── Materials provided

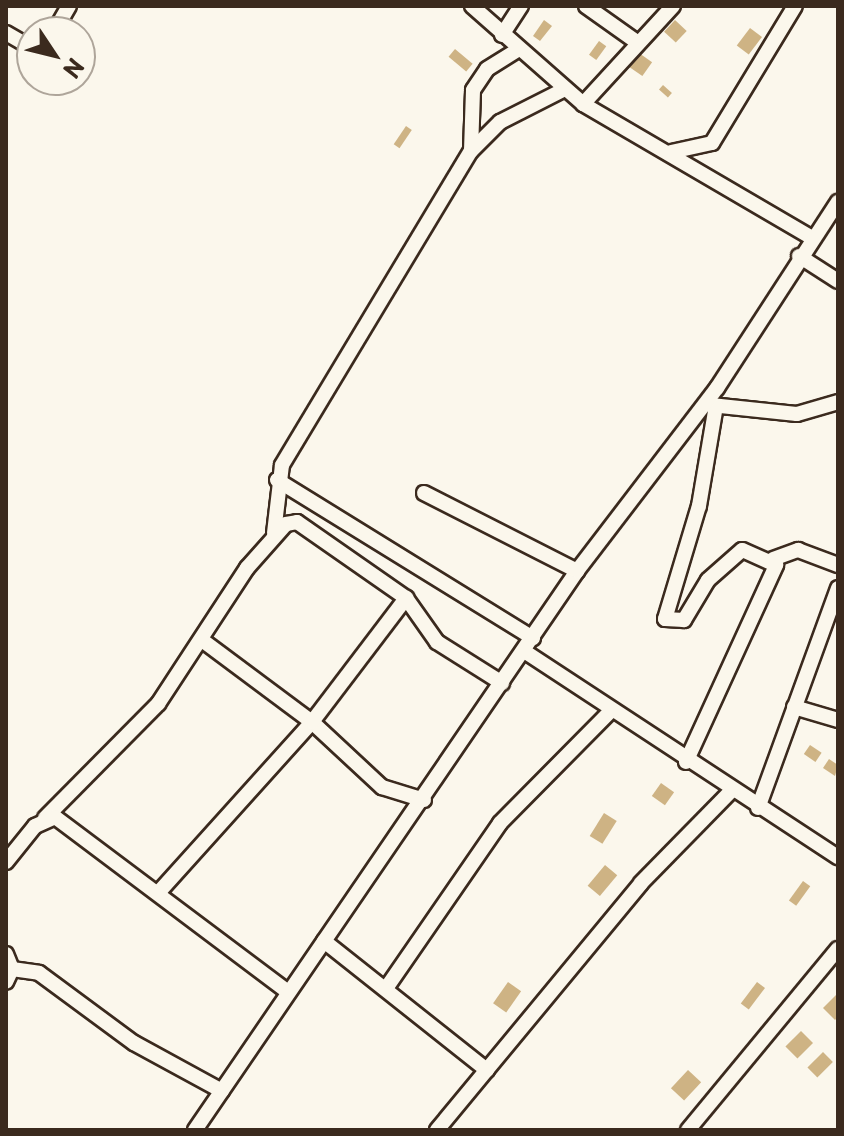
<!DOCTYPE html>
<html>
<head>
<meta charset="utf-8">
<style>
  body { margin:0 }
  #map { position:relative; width:844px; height:1136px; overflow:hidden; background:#fbf7ec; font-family:"Playpen Sans",sans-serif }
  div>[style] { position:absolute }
  .building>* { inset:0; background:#ceb384; transform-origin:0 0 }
  .roads { filter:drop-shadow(2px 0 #3b2a1e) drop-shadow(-2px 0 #3b2a1e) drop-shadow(0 2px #3b2a1e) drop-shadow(0 -2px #3b2a1e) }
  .minor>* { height:14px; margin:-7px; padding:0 7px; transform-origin:7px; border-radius:7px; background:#fbf7ec }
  span { translate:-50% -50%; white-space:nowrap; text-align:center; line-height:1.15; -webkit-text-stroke:6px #fbf7ec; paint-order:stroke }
  .frame { position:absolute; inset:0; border:8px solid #3b2a1e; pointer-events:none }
  .north { position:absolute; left:16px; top:16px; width:80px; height:80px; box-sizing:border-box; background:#fbf7ec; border:2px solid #aea59a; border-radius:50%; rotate:125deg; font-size:22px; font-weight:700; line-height:32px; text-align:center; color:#3b2a1e }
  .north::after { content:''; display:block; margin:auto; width:28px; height:36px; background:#3b2a1e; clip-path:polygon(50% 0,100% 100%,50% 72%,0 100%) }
</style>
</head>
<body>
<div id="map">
  <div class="building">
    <i style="clip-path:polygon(544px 20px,552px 26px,540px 41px,533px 36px)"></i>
    <i style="left:675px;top:20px;width:16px;height:16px;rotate:43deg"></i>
    <i style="left:750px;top:28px;width:15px;height:22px;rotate:37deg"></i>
    <i style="left:599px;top:41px;width:9px;height:17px;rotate:36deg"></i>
    <i style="left:455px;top:49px;width:23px;height:10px;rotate:40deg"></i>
    <i style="left:639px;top:53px;width:16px;height:17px;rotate:35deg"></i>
    <i style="left:663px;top:85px;width:12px;height:6px;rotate:42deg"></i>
    <i style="left:406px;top:126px;width:7px;height:22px;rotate:34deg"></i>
    <i style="left:810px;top:745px;width:14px;height:11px;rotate:34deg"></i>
    <i style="clip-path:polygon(829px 759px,838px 765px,835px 776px,823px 768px)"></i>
    <i style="left:661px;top:783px;width:16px;height:16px;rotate:35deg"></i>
    <i style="left:604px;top:813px;width:15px;height:27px;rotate:32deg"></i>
    <i style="left:605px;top:865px;width:16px;height:27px;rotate:40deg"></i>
    <i style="left:803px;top:881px;width:9px;height:24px;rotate:36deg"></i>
    <i style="left:508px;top:982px;width:16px;height:26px;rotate:35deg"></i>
    <i style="left:757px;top:982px;width:10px;height:27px;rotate:37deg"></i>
    <i style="clip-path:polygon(838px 993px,838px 1017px,835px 1020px,823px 1008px)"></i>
    <i style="left:801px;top:1031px;width:17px;height:22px;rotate:45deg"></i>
    <i style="left:823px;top:1052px;width:14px;height:22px;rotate:45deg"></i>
    <i style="left:688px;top:1070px;width:18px;height:25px;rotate:43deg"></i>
  </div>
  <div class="roads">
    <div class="minor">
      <i style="left:472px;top:6px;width:148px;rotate:41.4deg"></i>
      <i style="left:583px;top:104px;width:264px;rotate:30.3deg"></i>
      <i style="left:586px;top:6px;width:64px;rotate:35.4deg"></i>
      <i style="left:54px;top:32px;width:30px;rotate:-60deg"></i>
      <i style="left:6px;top:33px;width:30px;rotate:30deg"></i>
      <i style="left:502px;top:35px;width:35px;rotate:-57deg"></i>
      <i style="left:583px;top:104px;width:133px;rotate:-47.4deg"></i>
      <i style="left:471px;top:151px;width:61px;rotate:-88.1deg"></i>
      <i style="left:473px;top:90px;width:25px;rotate:-56deg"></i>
      <i style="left:487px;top:69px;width:38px;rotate:-32deg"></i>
      <i style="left:671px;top:152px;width:42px;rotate:-12.4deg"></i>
      <i style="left:712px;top:143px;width:160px;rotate:-58.8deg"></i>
      <i style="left:799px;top:256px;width:46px;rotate:32.7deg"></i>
      <i style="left:711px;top:405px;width:86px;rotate:6deg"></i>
      <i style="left:797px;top:414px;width:43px;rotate:-16.3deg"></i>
      <i style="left:277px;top:480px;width:301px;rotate:31.7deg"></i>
      <i style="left:424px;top:493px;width:172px;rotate:27deg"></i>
      <i style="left:274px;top:533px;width:68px;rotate:-83.3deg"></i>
      <i style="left:282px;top:465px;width:366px;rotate:-59deg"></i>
      <i style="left:471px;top:151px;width:41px;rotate:-45deg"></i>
      <i style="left:500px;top:122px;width:71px;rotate:-26.9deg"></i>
      <i style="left:773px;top:559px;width:27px;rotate:-20deg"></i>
      <i style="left:798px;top:550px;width:43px;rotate:20.6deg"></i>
      <i style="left:202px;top:640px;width:137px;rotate:36.7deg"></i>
      <i style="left:312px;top:722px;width:96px;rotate:42.9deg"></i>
      <i style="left:382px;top:787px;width:44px;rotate:17.2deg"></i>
      <i style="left:524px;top:651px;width:376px;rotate:33.3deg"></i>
      <i style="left:794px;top:707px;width:46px;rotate:16.5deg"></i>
      <i style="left:686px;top:762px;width:217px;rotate:-65.4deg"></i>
      <i style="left:776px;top:565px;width:37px;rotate:-156deg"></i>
      <i style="left:742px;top:550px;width:45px;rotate:138.6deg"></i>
      <i style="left:708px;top:580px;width:47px;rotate:121deg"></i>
      <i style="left:684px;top:620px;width:19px;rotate:-177deg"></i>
      <i style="left:665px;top:619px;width:118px;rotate:-73.3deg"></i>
      <i style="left:699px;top:506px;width:101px;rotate:-80.4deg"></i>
      <i style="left:758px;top:808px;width:234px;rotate:-70deg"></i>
      <i style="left:45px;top:818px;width:161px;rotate:-45.3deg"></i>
      <i style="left:158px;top:704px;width:163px;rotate:-56.8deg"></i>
      <i style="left:247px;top:568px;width:59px;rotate:-48.4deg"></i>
      <i style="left:286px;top:524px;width:11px;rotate:-10deg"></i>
      <i style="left:297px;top:522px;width:133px;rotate:34.9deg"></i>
      <i style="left:406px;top:598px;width:54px;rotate:54.8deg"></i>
      <i style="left:437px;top:642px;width:77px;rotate:32.2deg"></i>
      <i style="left:6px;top:862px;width:46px;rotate:-51.1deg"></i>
      <i style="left:35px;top:826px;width:22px;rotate:-24deg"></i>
      <i style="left:55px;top:817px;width:290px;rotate:36.9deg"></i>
      <i style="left:158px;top:893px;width:230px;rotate:-48deg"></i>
      <i style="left:312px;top:722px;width:156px;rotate:-52.8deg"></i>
      <i style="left:324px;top:941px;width:208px;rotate:38.4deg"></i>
      <i style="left:6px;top:954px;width:16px;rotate:68deg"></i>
      <i style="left:12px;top:969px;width:14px;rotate:115deg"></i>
      <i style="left:12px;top:969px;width:27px;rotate:8deg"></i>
      <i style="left:39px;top:973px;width:118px;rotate:36.4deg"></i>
      <i style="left:134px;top:1043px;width:100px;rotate:28.6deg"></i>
      <i style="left:387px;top:987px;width:199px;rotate:-55.4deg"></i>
      <i style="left:500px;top:823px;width:158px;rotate:-45.3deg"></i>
      <i style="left:195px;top:1130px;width:677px;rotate:-55.65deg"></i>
      <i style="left:577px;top:571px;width:230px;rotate:-52.6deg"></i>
      <i style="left:717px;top:388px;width:222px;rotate:-57deg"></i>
      <i style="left:437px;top:1130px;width:320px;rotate:-50.4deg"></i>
      <i style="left:641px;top:883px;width:129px;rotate:-45.6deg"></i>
      <i style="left:688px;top:1130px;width:235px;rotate:-50.4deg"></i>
    </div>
  </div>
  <div class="frame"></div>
  <div class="north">N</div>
</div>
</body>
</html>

────

» **Required work**
Could you set down, exactly as written, every line from the start of the records above through the line containing "position:relative; width:844px; height:1136px;", leaving the pictures out?

» **Exercise result**
<!DOCTYPE html>
<html>
<head>
<meta charset="utf-8">
<style>
  body { margin:0 }
  #map { position:relative; width:844px; height:1136px; overflow:hidden; background:#fbf7ec; font-family:"Playpen Sans",sans-serif }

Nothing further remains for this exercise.